Os jogadores da SE Palmeiras, durante treinamento, no Estádio Romelio Martinez, em Barranquilla, na Colômbia.

O Palmeiras começou 2019 com enorme expectativa nas costas. Decacampeão brasileiro após campanha incontestável sob o comando do técnico Luiz Felipe Scolari em 2018, o elenco foi ainda mais reforçado para a temporada atual. Felipe Pires, Arthur Cabral, Zé Rafael, Matheus Fernandes, Carlos Eduardo e Ricardo Goulart chegaram e tornaram a vida do treinador palmeirense mais fácil. Ou pelo menos, deveria.

Com elenco numeroso, Felipão não conseguiu testar todo mundo ainda. Matheus Fernandes, por exemplo, não está inscrito no Paulista. Não entrou em nenhuma partida e ainda não vestiu de fato a camisa palmeirense.

Felipe Pires e Carlos Eduardo tiveram chances, mas ainda não convenceram. O segundo sofre com críticas pesadas da torcida palmeirense, principalmente após fraco desempenho no clássico contra o Corinthians em casa. A derrota por 1 a 0 estourou o estopim do nervosismo e ansiedade do torcedor palestrino.

O meia Zé Rafael teve oportunidade e agradou. Mas Felipão não escalou mais. Relacionou o jogador para a partida contra o Júnior Barranquilla na estreia da Libertadores, mas não o levou para o estádio. Deve ganhar mais chances no Estadual, principalmente com a disputa do torneio continental em paralelo. Fará parte do “time alternativo” proposto pelo técnico.

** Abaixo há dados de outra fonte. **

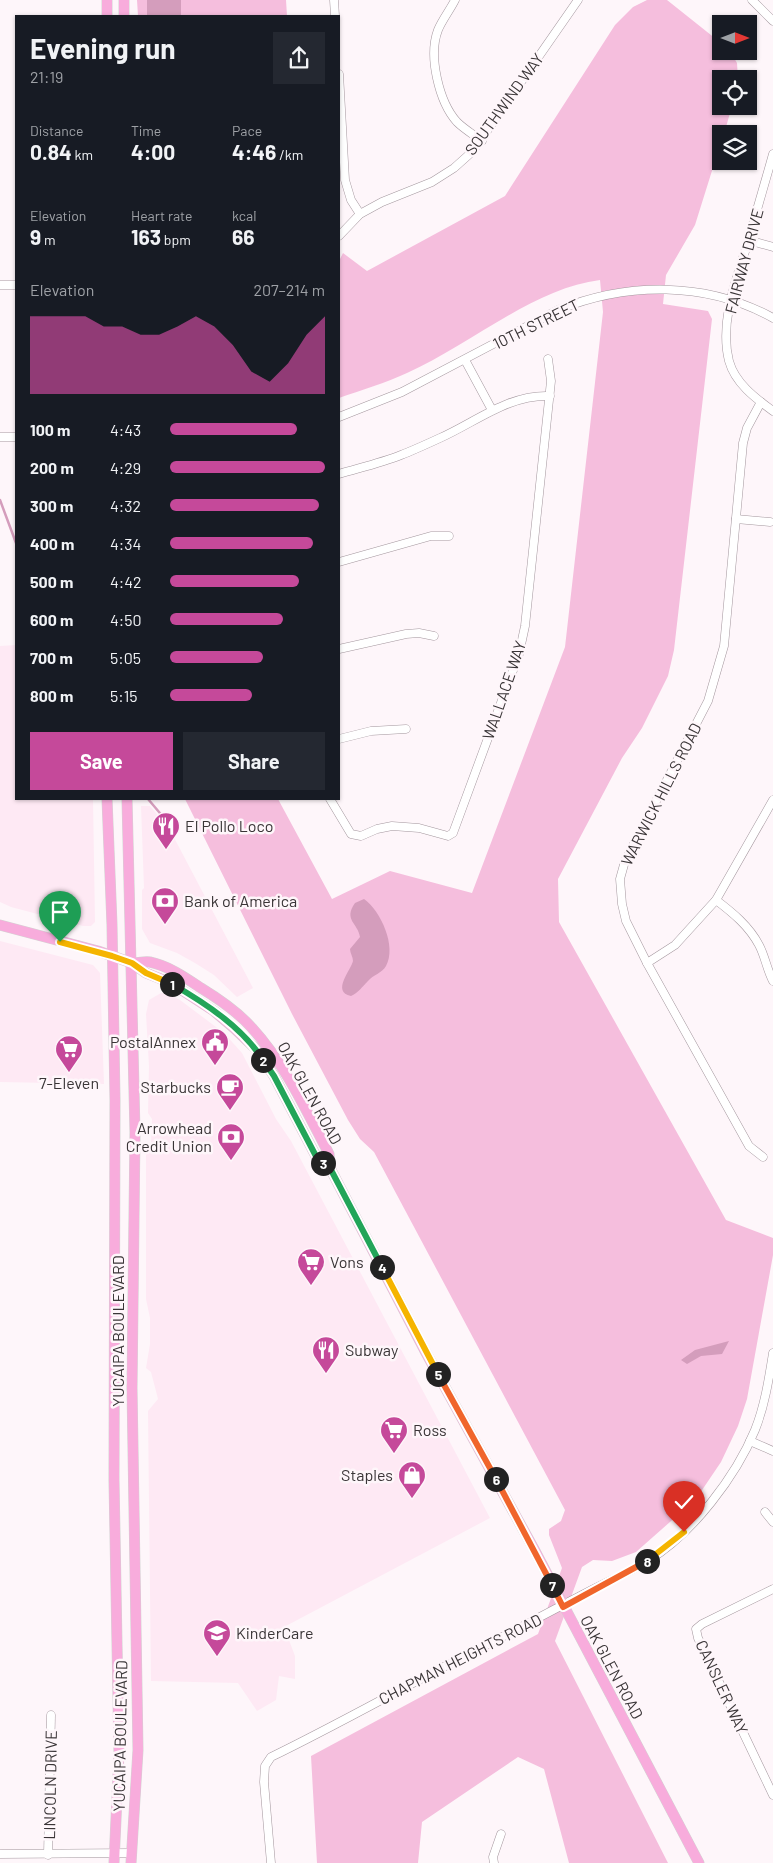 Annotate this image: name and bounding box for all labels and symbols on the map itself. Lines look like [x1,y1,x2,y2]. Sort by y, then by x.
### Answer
north arrow [712,15,758,60]
street label: SOUTHWIND WAY [460,49,547,158]
street label: FAIRWAY DRIVE [720,206,767,315]
street label: 10TH STREET [489,294,582,353]
street label: WALLACE WAY [478,638,529,742]
street label: WARWICK HILLS ROAD [616,719,705,868]
restaurant icon: El Pollo Loco [151,811,181,850]
place label: El Pollo Loco [185,816,274,835]
bank icon: Bank of America [150,886,180,925]
pin [39,891,81,942]
place label: Bank of America [184,891,297,910]
pin: 1 [160,972,184,996]
public building icon: PostalAnnex [200,1027,230,1066]
place label: PostalAnnex [110,1032,196,1051]
supermarket icon: 7-Eleven [54,1034,84,1073]
street label: OAK GLEN ROAD [274,1038,347,1147]
pin: 2 [250,1048,276,1072]
cafe icon: Starbucks [215,1072,245,1111]
place label: 7-Eleven [39,1073,99,1092]
place label: Starbucks [141,1077,211,1096]
place label: Arrowhead Credit Union [126,1118,212,1155]
bank icon: Arrowhead Credit Union [216,1122,246,1161]
pin: 3 [310,1150,336,1176]
supermarket icon: Vons [296,1247,326,1286]
place label: Vons [330,1252,364,1271]
pin: 4 [370,1254,394,1280]
street label: YUCAIPA BOULEVARD [108,1255,127,1407]
restaurant icon: Subway [311,1335,341,1374]
place label: Subway [345,1340,399,1359]
pin: 5 [426,1362,450,1386]
supermarket icon: Ross [379,1415,409,1454]
place label: Ross [413,1420,447,1439]
shop icon: Staples [397,1460,427,1499]
place label: Staples [341,1465,393,1484]
pin: 6 [484,1466,508,1492]
pin [663,1481,705,1532]
pin: 8 [634,1548,660,1574]
pin: 7 [540,1572,564,1598]
street label: CHAPMAN HEIGHTS ROAD [375,1609,544,1708]
street label: OAK GLEN ROAD [577,1612,648,1722]
school or university icon: KinderCare [202,1618,232,1657]
place label: KinderCare [236,1623,314,1642]
street label: CANSLER WAY [692,1637,753,1737]
street label: YUCAIPA BOULEVARD [109,1660,130,1812]
street label: LINCOLN DRIVE [39,1730,60,1840]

Arthur Cabral ainda se recupera de lesão e não é parâmetro. Passou os primeiros dois meses do ano no departamento médico e em fase de transição. Veio do Ceará com problema no púbis. Problema, aliás, que o seguiu parte da temporada passada. É opção super viável para o ataque.

Ricardo Goulart ganhou a titularidade no Paulista e na Libertadores. Após marcar duas vezes contra o Ituano, ganhou moral. Atuando como meia, articulou bastante e mostrou serviço. Faz exatamente o que Felipão quer.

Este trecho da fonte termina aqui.